Dr. Fauci Echoes Warning Against Reopening: ‘Consequences Could Be Really Serious’

OPINION | This article contains commentary which reflects the author's opinion.

Dr. Anthony Fauci, an infectious disease expert who has become the leading voice for the Trump administration and its coronavirus response, echoed his warning to state governments that are looking to reopen.

Fauci said the decision is being rushed and cautioned against it.

In a statement before the Senate Oversight Committee, Fauci said the “consequences [of reopening too soon] could be really serious.”

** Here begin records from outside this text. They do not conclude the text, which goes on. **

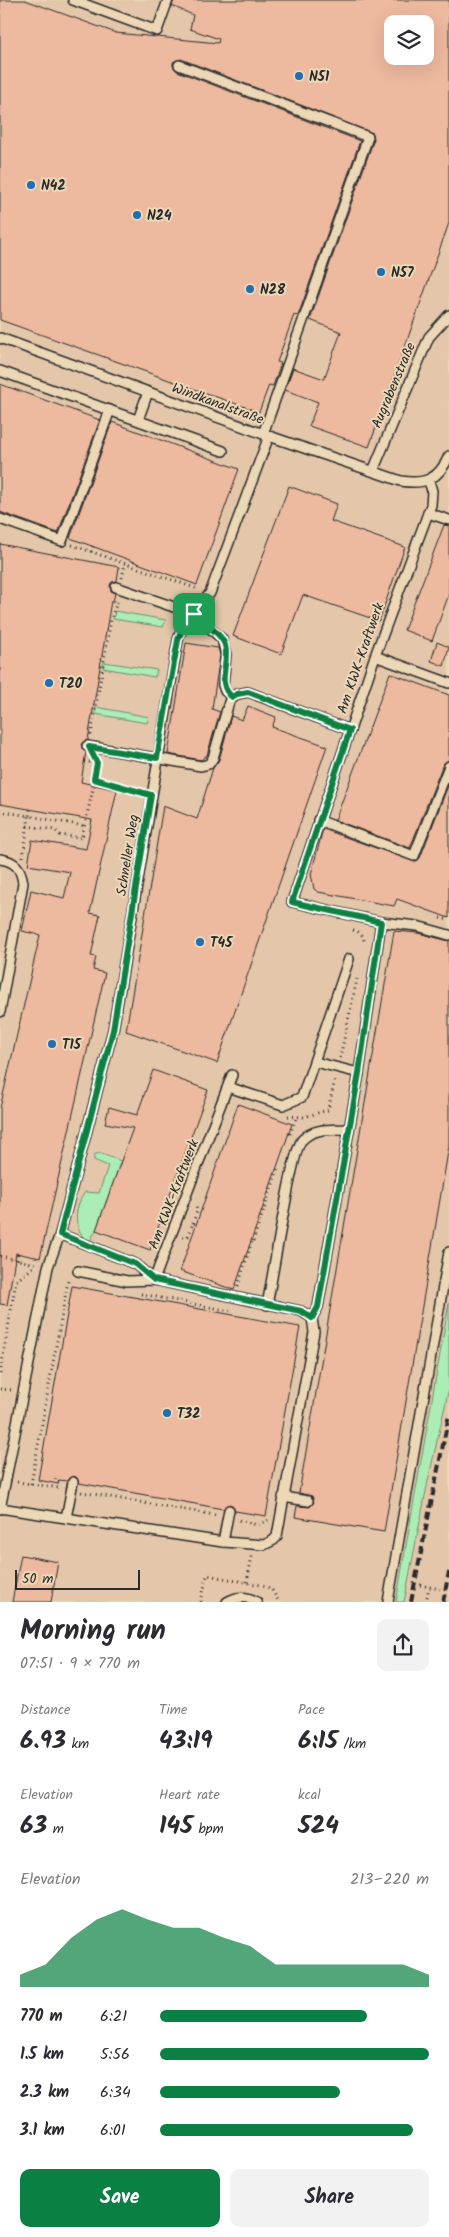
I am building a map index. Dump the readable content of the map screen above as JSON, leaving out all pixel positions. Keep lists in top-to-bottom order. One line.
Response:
{"streets":{"lane":["Augrabenstraße","Windkanalstraße","Am KWK-Kraftwerk","Schneller Weg"]},"crossings":[["Augrabenstraße","Windkanalstraße"],["Windkanalstraße","Am KWK-Kraftwerk"],["Windkanalstraße","Schneller Weg"]],"places":["N51","N42","N24","N57","N28","T20","T45","T15","T32"],"scale_bar":"50 m","page":{"scale":"50 m","heading":["Morning run","07:51 · 9 × 770 m"],"stats":[["Distance","6.93 km"],["Time","43:19"],["Pace","6:15 /km"],["Elevation","63 m"],["Heart rate","145 bpm"],["kcal","524"]],"chart":["Elevation","213–220 m"],"list":[{"name":"770 m","note":"6:21"},{"name":"1.5 km","note":"5:56"},{"name":"2.3 km","note":"6:34"},{"name":"3.1 km","note":"6:01"}],"buttons":["Save","Share"]}}
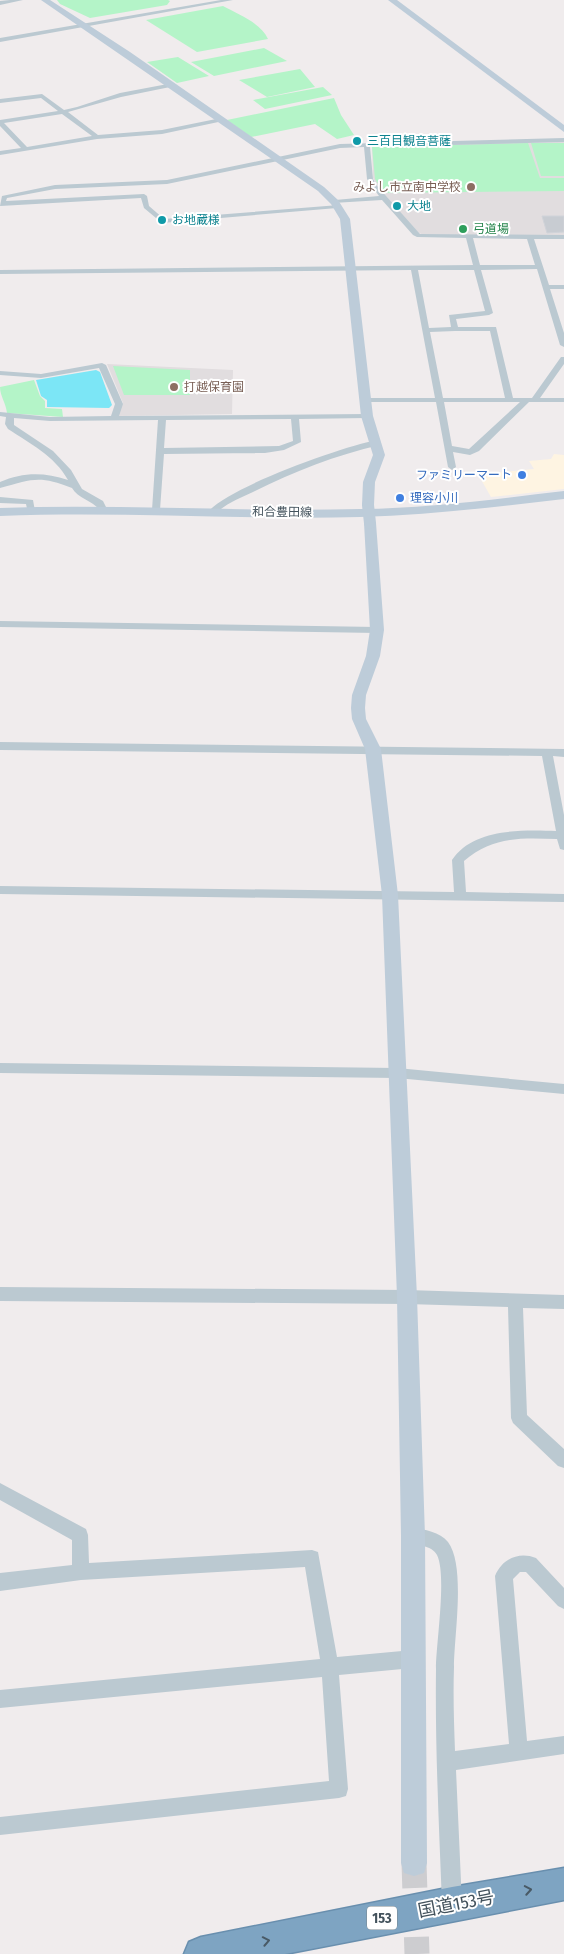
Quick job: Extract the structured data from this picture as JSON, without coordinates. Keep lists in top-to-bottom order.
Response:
{
  "streets": {
    "highway": ["国道153号", "153"],
    "street": ["和合豊田線"]
  },
  "one_way": ["国道153号"],
  "places": [
    "三百目観音菩薩",
    "みよし市立南中学校",
    "大地",
    "お地蔵様",
    "弓道場",
    "打越保育園",
    "ファミリーマート",
    "理容小川"
  ]
}
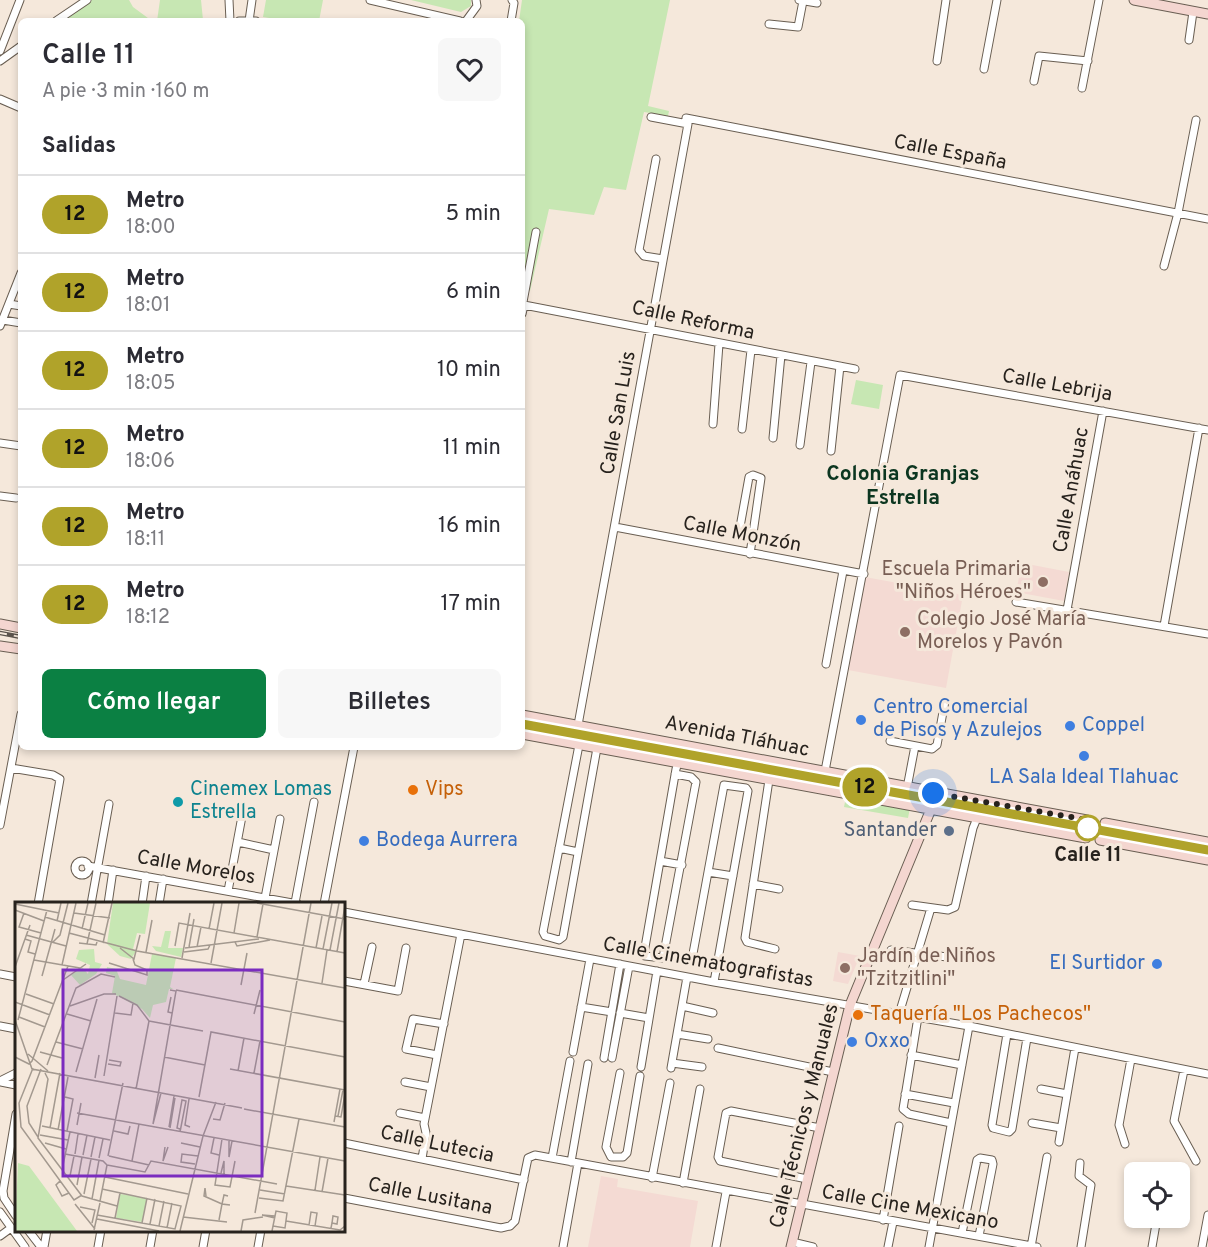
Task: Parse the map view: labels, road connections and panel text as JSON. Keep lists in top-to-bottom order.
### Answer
{
  "streets": {
    "main road": ["Avenida Tláhuac", "Calle Técnicos y Manuales"],
    "street": [
      "Calle España",
      "Calle Reforma",
      "Calle Lebrija",
      "Calle San Luis",
      "Calle Anáhuac",
      "Calle Monzón",
      "Calle Morelos",
      "Calle Cinematografistas",
      "Calle Lutecia",
      "Calle Lusitana",
      "Calle Cine Mexicano"
    ]
  },
  "crossings": [
    ["Calle España", "Calle San Luis"],
    ["Calle Reforma", "Calle San Luis"],
    ["Calle Lebrija", "Calle Anáhuac"],
    ["Calle Lebrija", "Calle Monzón"],
    ["Calle San Luis", "Calle Monzón"],
    ["Calle San Luis", "Avenida Tláhuac"],
    ["Avenida Tláhuac", "Calle Técnicos y Manuales"],
    ["Calle Cinematografistas", "Calle Técnicos y Manuales"],
    ["Calle Técnicos y Manuales", "Calle Cine Mexicano"],
    ["Calle Lutecia", "Calle Lusitana"],
    ["Calle Lutecia", "Calle Cine Mexicano"],
    ["Calle Lusitana", "Calle Cine Mexicano"]
  ],
  "districts": ["Colonia Granjas Estrella"],
  "places": [
    "Escuela Primaria \"Niños Héroes\"",
    "Colegio José María Morelos y Pavón",
    "Centro Comercial de Pisos y Azulejos",
    "Coppel",
    "LA Sala Ideal Tlahuac",
    "Vips",
    "Cinemex Lomas Estrella",
    "Calle 11",
    "Santander",
    "Bodega Aurrera",
    "El Surtidor",
    "Jardín de Niños \"Tzitzitlini\"",
    "Taquería \"Los Pachecos\"",
    "Oxxo"
  ],
  "lines": ["metro line 12"],
  "page": {
    "on_map": "12",
    "heading": [
      ["Calle 11", "A pie · 3 min · 160 m"],
      "Salidas"
    ],
    "list": [
      {
        "mark": "12",
        "name": "Metro",
        "note": "18:00",
        "value": "5 min"
      },
      {
        "mark": "12",
        "name": "Metro",
        "note": "18:01",
        "value": "6 min"
      },
      {
        "mark": "12",
        "name": "Metro",
        "note": "18:05",
        "value": "10 min"
      },
      {
        "mark": "12",
        "name": "Metro",
        "note": "18:06",
        "value": "11 min"
      },
      {
        "mark": "12",
        "name": "Metro",
        "note": "18:11",
        "value": "16 min"
      },
      {
        "mark": "12",
        "name": "Metro",
        "note": "18:12",
        "value": "17 min"
      }
    ],
    "buttons": ["Cómo llegar", "Billetes"]
  }
}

“I feel, if [premature opening] occurs, there is a real risk that you will trigger an outbreak that you may not be able to control. Which, in fact, paradoxically will set you back, not only leading to some suffering and death that could be avoided, but could even set you back on the road to trying to get economic recovery,” Fauci testified. “It would almost turn the clock back rather than going forward. That is my major concern.”

Axios adds:

Why it matters: Dozens of states have taken steps to reopen their economies, but few — if any — have met the Trump administration’s recommendations for a 14-day “downward trajectory” in reported cases and infrastructure for “robust” testing and contact tracing capabilities.

  • Fauci stressed that even states that are reopening at an “appropriate pace” and “under the best of circumstances” should prepare for more cases when they pull back from mitigation.

The big picture: Fauci, who testified virtually alongside CDC director Robert Redfield, FDA commissioner Stephan Hahn, and testing coordinator Adm. Brett Giroir, said that it’s unlikely a coronavirus vaccine will be available in time for the fall semester. He also testified that the coronavirus death toll is “almost certainly” higher than the official count.

During the Senate committee hearing, Republican Senator Rand Paul challenged Fauci’s assessment and called into question his “end-all” decision-making.

“I think we ought to have a little bit of humility in our belief that we know what’s best for the economy,” Paul said via the Washington Examiner. “And as much as I respect you, Dr. Fauci, I don’t think you’re the end-all. I don’t think you’re the one person that gets to make a decision.”